Count the lines in the records below that contain the word "weight", and give only that count.

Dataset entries
....
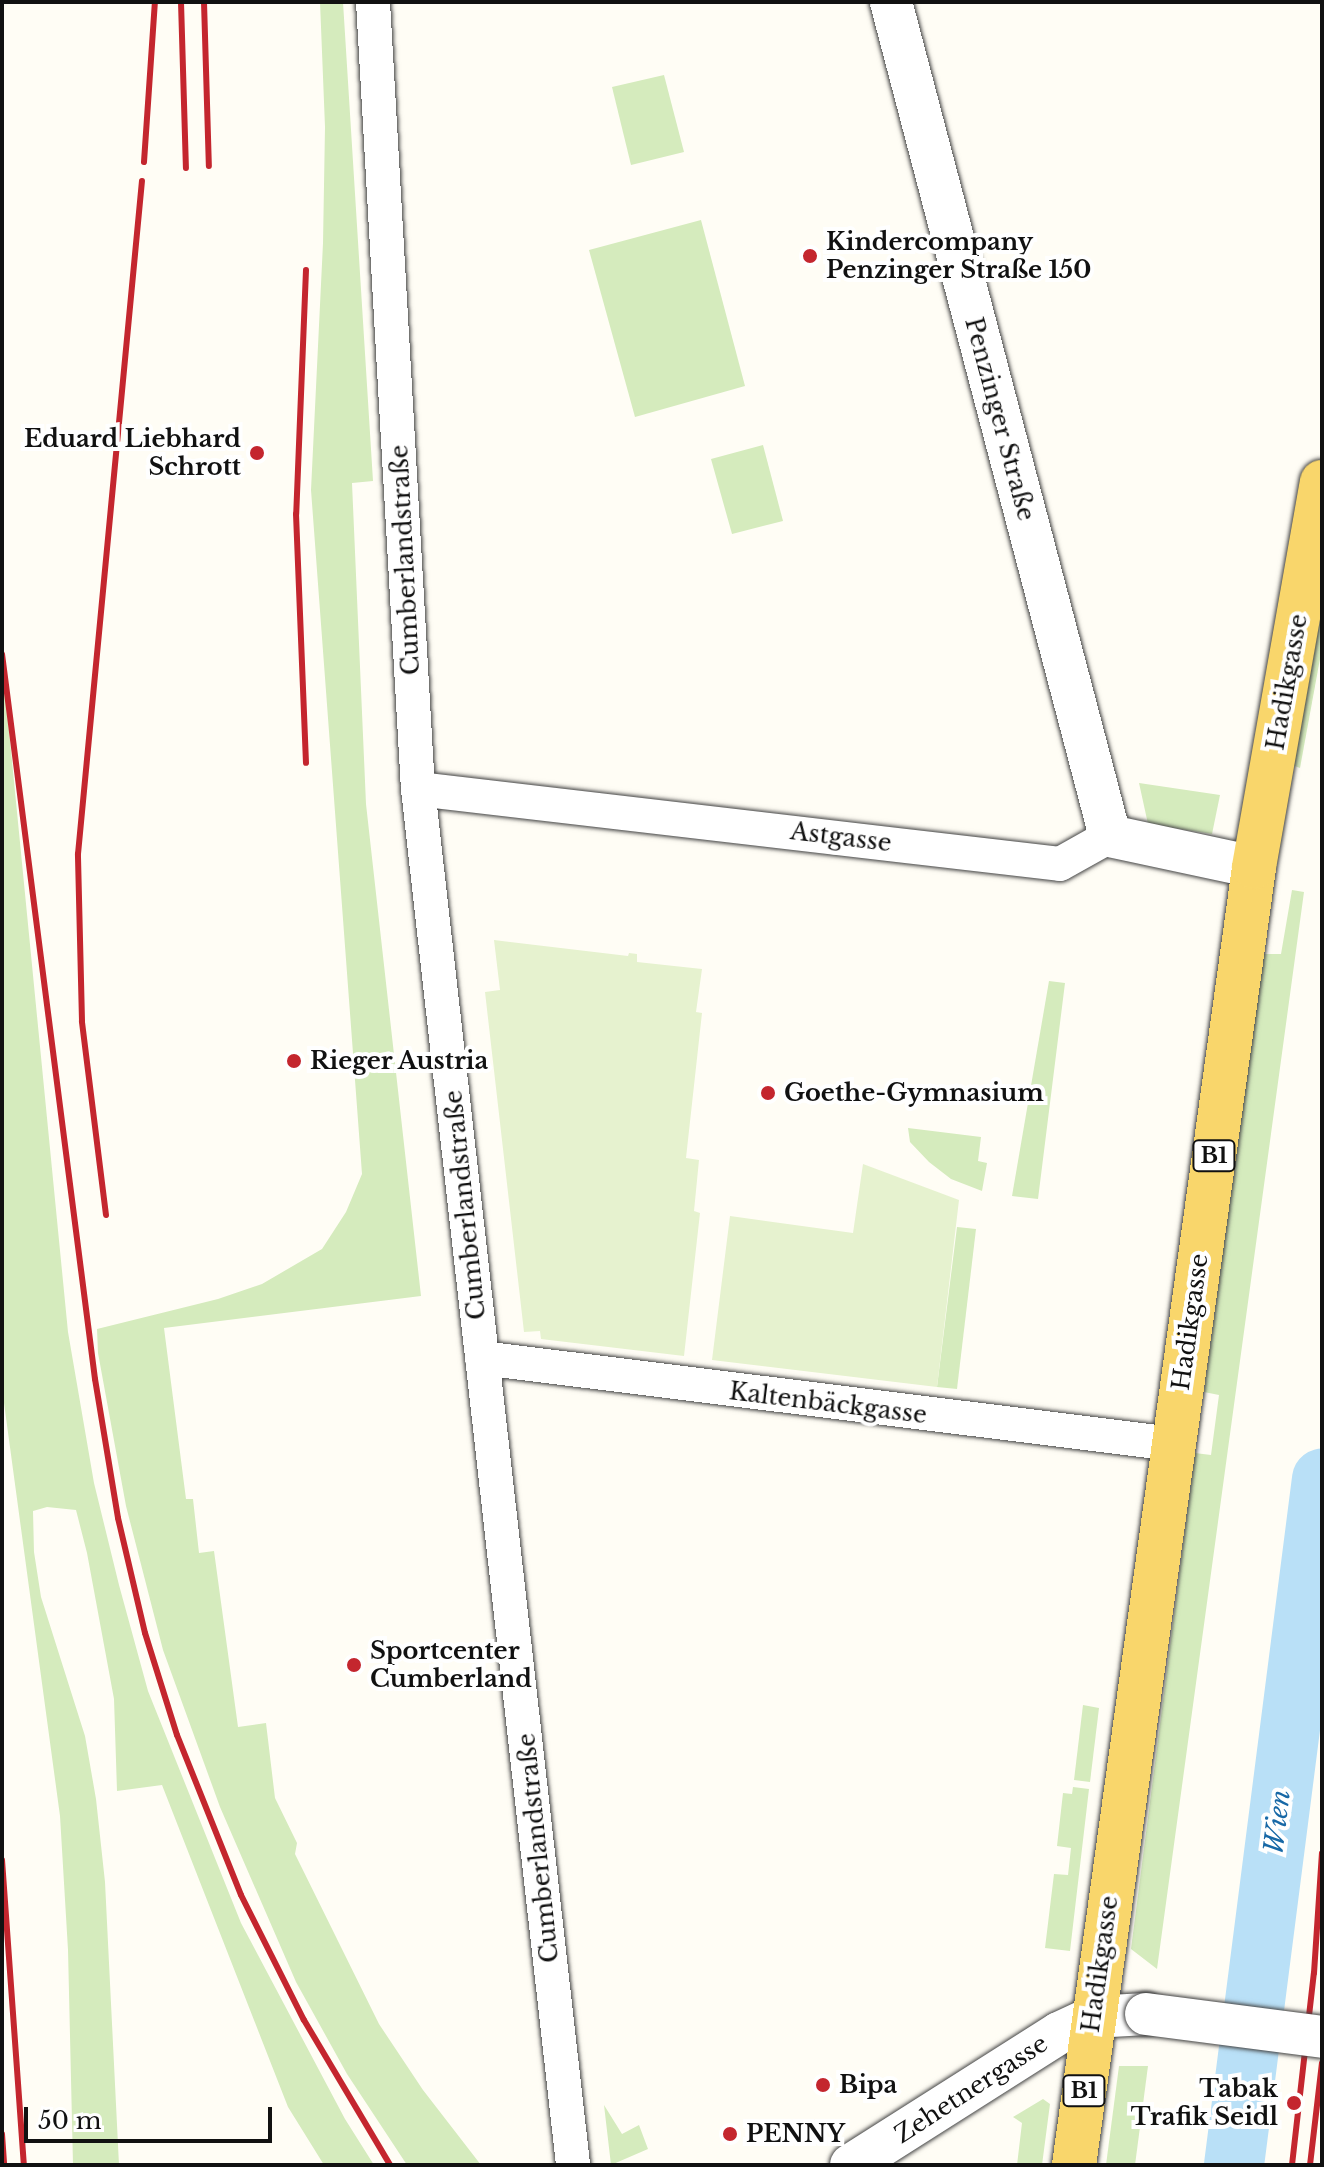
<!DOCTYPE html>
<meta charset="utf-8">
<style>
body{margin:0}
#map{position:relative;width:1324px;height:2167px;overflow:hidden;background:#fffdf5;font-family:"Libre Baskerville",serif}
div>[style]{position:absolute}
.green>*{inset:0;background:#d5ebbd}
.pitch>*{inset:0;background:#e6f2cf}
.river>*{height:60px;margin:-30px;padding:0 30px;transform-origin:30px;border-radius:30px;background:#b9e0f7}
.roads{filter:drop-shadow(0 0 2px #444) drop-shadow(0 0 2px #444)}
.minor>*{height:34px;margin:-17px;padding:0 17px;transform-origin:17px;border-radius:17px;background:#fff}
.tertiary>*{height:42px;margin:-21px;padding:0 21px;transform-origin:21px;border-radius:21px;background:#fff}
.primary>*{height:44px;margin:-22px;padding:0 22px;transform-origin:22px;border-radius:22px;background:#f9d66b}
.rail>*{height:6px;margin:-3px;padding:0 3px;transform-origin:3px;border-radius:3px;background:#c4262e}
.bridges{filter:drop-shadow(0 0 2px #444) drop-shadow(0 0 2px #444)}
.tertiary-bridge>*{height:42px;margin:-21px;padding:0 21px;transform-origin:21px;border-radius:21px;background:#fff}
.dots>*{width:22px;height:22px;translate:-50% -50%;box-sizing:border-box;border:4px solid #fff;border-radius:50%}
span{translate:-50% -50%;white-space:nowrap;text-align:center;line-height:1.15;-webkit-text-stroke:8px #fff;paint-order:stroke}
.shield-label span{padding:2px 6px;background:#fff;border:2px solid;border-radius:6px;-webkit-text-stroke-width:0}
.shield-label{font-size:22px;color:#111;font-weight:700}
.poi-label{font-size:24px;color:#111;font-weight:700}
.left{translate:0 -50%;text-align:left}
.right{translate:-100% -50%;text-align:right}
.street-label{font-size:24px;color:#111}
.water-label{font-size:26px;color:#1768a6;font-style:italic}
.frame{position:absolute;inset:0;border:4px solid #111;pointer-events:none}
.scale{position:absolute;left:24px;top:2107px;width:248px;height:36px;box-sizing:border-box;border:4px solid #111;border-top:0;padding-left:10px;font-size:24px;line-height:28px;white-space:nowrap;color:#111;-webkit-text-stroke:6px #fff;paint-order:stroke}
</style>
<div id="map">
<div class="green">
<i style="clip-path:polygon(320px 2px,343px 2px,373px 481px,352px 483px,366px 804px,421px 1296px,164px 1328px,186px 1499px,193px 1499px,199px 1553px,214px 1551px,238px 1727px,266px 1723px,275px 1798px,297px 1843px,295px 1854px,379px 2024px,423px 2090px,481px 2165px,407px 2165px,347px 2074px,296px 1982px,220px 1807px,163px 1650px,126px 1506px,98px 1353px,97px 1329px,218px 1299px,262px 1284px,322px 1249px,346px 1212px,362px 1174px,311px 490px,323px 243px,325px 127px)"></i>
<i style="clip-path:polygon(664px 75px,684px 152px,631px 165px,612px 87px)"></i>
<i style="clip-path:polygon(701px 220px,745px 386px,635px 417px,589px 250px)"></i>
<i style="clip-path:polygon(763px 445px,783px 521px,732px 534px,711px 459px)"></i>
<i style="clip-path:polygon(1322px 600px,1322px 648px,1300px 768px,1292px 765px)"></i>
<i style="clip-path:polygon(2px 659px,68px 1332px,94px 1483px,119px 1585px,148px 1691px,241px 1923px,345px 2119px,374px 2165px,324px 2165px,288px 2107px,162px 1785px,117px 1791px,114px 1699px,87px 1553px,76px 1510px,47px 1507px,33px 1511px,34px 1552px,41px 1597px,85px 1736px,96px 1799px,105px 1882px,119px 2165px,73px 2165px,68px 1950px,60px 1816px,4px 1403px)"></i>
<i style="clip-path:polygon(1139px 783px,1220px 795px,1212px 834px,1148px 824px)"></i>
<i style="clip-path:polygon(1292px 890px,1304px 892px,1157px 1969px,1131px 1949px,1195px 1453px,1211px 1455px,1219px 1395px,1204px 1392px,1263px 954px,1281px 954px)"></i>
<i style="clip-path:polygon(1049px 981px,1065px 983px,1038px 1199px,1012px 1196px)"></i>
<i style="clip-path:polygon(908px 1128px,981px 1137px,978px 1161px,987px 1163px,982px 1191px,951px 1179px,929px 1162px,910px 1142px)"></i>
<i style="clip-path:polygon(957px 1227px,976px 1229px,957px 1389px,937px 1387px)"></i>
<i style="clip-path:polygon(1083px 1705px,1099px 1708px,1090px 1782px,1074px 1780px)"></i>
<i style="clip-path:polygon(1073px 1787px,1089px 1789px,1070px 1951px,1045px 1948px,1054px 1874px,1068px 1875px,1071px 1848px,1057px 1846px,1063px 1793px,1072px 1794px)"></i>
<i style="clip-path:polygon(1119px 2066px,1148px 2066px,1135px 2165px,1106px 2165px)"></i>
<i style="clip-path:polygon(1043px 2099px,1050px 2104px,1042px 2165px,1017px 2165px,1022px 2123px,1013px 2117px)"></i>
<i style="clip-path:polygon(604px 2105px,622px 2134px,639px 2125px,648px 2149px,611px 2165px)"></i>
</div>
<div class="pitch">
<i style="clip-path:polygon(494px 940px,628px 956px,629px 953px,637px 954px,637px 962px,702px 969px,696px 1012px,702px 1013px,686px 1158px,699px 1160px,694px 1211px,700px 1213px,684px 1356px,541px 1339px,540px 1331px,524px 1332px,485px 992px,500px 990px)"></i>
<i style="clip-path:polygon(863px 1164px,959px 1200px,937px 1387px,712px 1360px,730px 1216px,853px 1233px)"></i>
</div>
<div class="river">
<i style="left:1234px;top:2165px;width:692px;rotate:-82.69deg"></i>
</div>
<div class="roads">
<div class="minor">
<i style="left:373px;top:2px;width:788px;rotate:86.73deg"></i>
<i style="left:418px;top:789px;width:1385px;rotate:83.57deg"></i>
<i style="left:418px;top:789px;width:646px;rotate:6.66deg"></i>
<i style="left:1060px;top:864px;width:57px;rotate:-29.2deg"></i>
<i style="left:482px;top:1358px;width:696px;rotate:7.09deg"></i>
</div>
<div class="tertiary">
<i style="left:891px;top:2px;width:862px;rotate:75.29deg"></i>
<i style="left:1110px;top:836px;width:147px;rotate:12.1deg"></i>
<i style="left:851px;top:2165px;width:246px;rotate:-32.4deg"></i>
<i style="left:1059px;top:2033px;width:38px;rotate:-25deg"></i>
<i style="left:1093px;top:2017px;width:53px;rotate:-3.2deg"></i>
</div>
<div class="primary">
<i style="left:1074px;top:2165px;width:1310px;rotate:-82.1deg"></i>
<i style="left:1254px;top:867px;width:391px;rotate:-80deg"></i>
</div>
</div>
<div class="rail">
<i style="left:181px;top:2px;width:166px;rotate:88.3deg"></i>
<i style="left:204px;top:2px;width:164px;rotate:88.3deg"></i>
<i style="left:144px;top:162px;width:160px;rotate:-86.1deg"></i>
<i style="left:306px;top:270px;width:244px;rotate:92.3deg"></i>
<i style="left:296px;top:514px;width:249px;rotate:87.7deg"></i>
<i style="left:2px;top:654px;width:731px;rotate:82.69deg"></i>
<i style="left:95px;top:1379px;width:141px;rotate:80.6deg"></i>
<i style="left:118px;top:1518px;width:118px;rotate:76.8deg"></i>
<i style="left:145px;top:1633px;width:107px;rotate:72.6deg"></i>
<i style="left:177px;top:1735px;width:172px;rotate:68.2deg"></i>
<i style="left:241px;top:1895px;width:140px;rotate:63.3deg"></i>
<i style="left:304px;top:2020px;width:169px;rotate:59.3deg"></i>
<i style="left:106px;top:1215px;width:195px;rotate:-97.1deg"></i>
<i style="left:82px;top:1021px;width:167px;rotate:-91.4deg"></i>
<i style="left:78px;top:854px;width:676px;rotate:-84.57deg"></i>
<i style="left:2px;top:1860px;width:306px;rotate:85.9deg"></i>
<i style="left:2px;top:2134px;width:31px;rotate:86deg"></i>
<i style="left:1292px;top:2165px;width:193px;rotate:-83.5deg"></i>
<i style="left:1314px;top:1973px;width:120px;rotate:-86.2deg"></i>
<i style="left:1310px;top:2165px;width:103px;rotate:-83.3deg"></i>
</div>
<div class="bridges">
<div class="tertiary-bridge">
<i style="left:1146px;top:2014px;width:177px;rotate:7.4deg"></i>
</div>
</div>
<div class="dots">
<i style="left:810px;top:256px;background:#c4262e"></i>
<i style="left:257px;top:453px;background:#c4262e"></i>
<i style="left:294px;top:1061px;background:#c4262e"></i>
<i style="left:768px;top:1093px;background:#c4262e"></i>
<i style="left:354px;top:1665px;background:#c4262e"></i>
<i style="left:823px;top:2085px;background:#c4262e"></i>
<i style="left:1294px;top:2103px;background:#c4262e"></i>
<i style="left:730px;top:2134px;background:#c4262e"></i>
</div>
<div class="shield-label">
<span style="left:1214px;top:1156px">B1</span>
<span style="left:1084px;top:2091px">B1</span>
</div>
<div class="poi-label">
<span class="left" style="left:826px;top:256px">Kindercompany<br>Penzinger Straße 150</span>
<span class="right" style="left:241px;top:453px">Eduard Liebhard<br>Schrott</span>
<span class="left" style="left:310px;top:1061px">Rieger Austria</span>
<span class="left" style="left:784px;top:1093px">Goethe-Gymnasium</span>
<span class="left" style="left:370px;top:1665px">Sportcenter<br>Cumberland</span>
<span class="left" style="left:839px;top:2085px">Bipa</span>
<span class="right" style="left:1278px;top:2103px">Tabak<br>Trafik Seidl</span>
<span class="left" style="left:746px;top:2134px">PENNY</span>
</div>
<div class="street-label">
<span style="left:1000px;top:419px;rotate:75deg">Penzinger Straße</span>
<span style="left:405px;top:560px;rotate:-93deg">Cumberlandstraße</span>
<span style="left:1287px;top:682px;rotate:-80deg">Hadikgasse</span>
<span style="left:841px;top:837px;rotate:7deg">Astgasse</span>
<span style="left:465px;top:1205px;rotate:-96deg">Cumberlandstraße</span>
<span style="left:1190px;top:1322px;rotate:-82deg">Hadikgasse</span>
<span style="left:828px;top:1403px;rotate:7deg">Kaltenbäckgasse</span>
<span style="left:538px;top:1848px;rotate:-96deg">Cumberlandstraße</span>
<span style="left:1100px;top:1964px;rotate:-82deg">Hadikgasse</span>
<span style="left:971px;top:2089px;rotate:-33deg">Zehetnergasse</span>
</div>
<div class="water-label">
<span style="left:1278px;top:1822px;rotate:-83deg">Wien</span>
</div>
<div class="frame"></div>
<div class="scale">50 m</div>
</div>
....
§ Result for this task
2